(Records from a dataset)
■ ■ ■
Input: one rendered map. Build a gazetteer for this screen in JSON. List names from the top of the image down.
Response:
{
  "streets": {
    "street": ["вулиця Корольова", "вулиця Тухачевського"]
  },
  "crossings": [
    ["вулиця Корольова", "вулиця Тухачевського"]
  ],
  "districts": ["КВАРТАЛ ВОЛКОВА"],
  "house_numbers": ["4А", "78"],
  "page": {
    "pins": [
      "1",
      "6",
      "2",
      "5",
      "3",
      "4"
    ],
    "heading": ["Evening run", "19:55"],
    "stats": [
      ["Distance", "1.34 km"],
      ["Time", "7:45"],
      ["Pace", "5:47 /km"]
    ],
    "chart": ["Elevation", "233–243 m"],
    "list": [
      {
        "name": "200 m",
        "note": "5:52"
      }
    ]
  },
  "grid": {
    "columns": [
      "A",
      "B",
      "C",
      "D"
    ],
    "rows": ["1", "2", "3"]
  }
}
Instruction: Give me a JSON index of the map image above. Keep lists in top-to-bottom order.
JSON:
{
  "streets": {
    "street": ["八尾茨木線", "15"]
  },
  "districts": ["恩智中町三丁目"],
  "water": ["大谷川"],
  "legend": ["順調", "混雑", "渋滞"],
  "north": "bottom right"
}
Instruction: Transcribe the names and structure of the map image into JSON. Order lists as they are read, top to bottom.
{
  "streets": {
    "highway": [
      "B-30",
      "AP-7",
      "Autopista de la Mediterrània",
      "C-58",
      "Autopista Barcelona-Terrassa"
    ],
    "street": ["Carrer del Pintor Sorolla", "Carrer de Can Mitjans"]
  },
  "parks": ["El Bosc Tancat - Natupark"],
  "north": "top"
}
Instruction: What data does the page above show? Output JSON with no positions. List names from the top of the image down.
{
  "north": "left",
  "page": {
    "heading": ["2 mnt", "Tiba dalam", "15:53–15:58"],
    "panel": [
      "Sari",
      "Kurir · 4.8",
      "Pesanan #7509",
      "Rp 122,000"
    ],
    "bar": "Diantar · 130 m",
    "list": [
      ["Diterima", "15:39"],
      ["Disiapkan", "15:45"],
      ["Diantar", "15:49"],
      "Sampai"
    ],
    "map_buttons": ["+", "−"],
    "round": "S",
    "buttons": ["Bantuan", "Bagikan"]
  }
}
■ ■ ■
[WORK ITEM] The answer is the data above, retyped exactly in full.

[TASK ANSWER]
Input: one rendered map. Build a gazetteer for this screen in JSON. List names from the top of the image down.
Response:
{
  "streets": {
    "street": ["вулиця Корольова", "вулиця Тухачевського"]
  },
  "crossings": [
    ["вулиця Корольова", "вулиця Тухачевського"]
  ],
  "districts": ["КВАРТАЛ ВОЛКОВА"],
  "house_numbers": ["4А", "78"],
  "page": {
    "pins": [
      "1",
      "6",
      "2",
      "5",
      "3",
      "4"
    ],
    "heading": ["Evening run", "19:55"],
    "stats": [
      ["Distance", "1.34 km"],
      ["Time", "7:45"],
      ["Pace", "5:47 /km"]
    ],
    "chart": ["Elevation", "233–243 m"],
    "list": [
      {
        "name": "200 m",
        "note": "5:52"
      }
    ]
  },
  "grid": {
    "columns": [
      "A",
      "B",
      "C",
      "D"
    ],
    "rows": ["1", "2", "3"]
  }
}
Instruction: Give me a JSON index of the map image above. Keep lists in top-to-bottom order.
JSON:
{
  "streets": {
    "street": ["八尾茨木線", "15"]
  },
  "districts": ["恩智中町三丁目"],
  "water": ["大谷川"],
  "legend": ["順調", "混雑", "渋滞"],
  "north": "bottom right"
}
Instruction: Transcribe the names and structure of the map image into JSON. Order lists as they are read, top to bottom.
{
  "streets": {
    "highway": [
      "B-30",
      "AP-7",
      "Autopista de la Mediterrània",
      "C-58",
      "Autopista Barcelona-Terrassa"
    ],
    "street": ["Carrer del Pintor Sorolla", "Carrer de Can Mitjans"]
  },
  "parks": ["El Bosc Tancat - Natupark"],
  "north": "top"
}
Instruction: What data does the page above show? Output JSON with no positions. List names from the top of the image down.
{
  "north": "left",
  "page": {
    "heading": ["2 mnt", "Tiba dalam", "15:53–15:58"],
    "panel": [
      "Sari",
      "Kurir · 4.8",
      "Pesanan #7509",
      "Rp 122,000"
    ],
    "bar": "Diantar · 130 m",
    "list": [
      ["Diterima", "15:39"],
      ["Disiapkan", "15:45"],
      ["Diantar", "15:49"],
      "Sampai"
    ],
    "map_buttons": ["+", "−"],
    "round": "S",
    "buttons": ["Bantuan", "Bagikan"]
  }
}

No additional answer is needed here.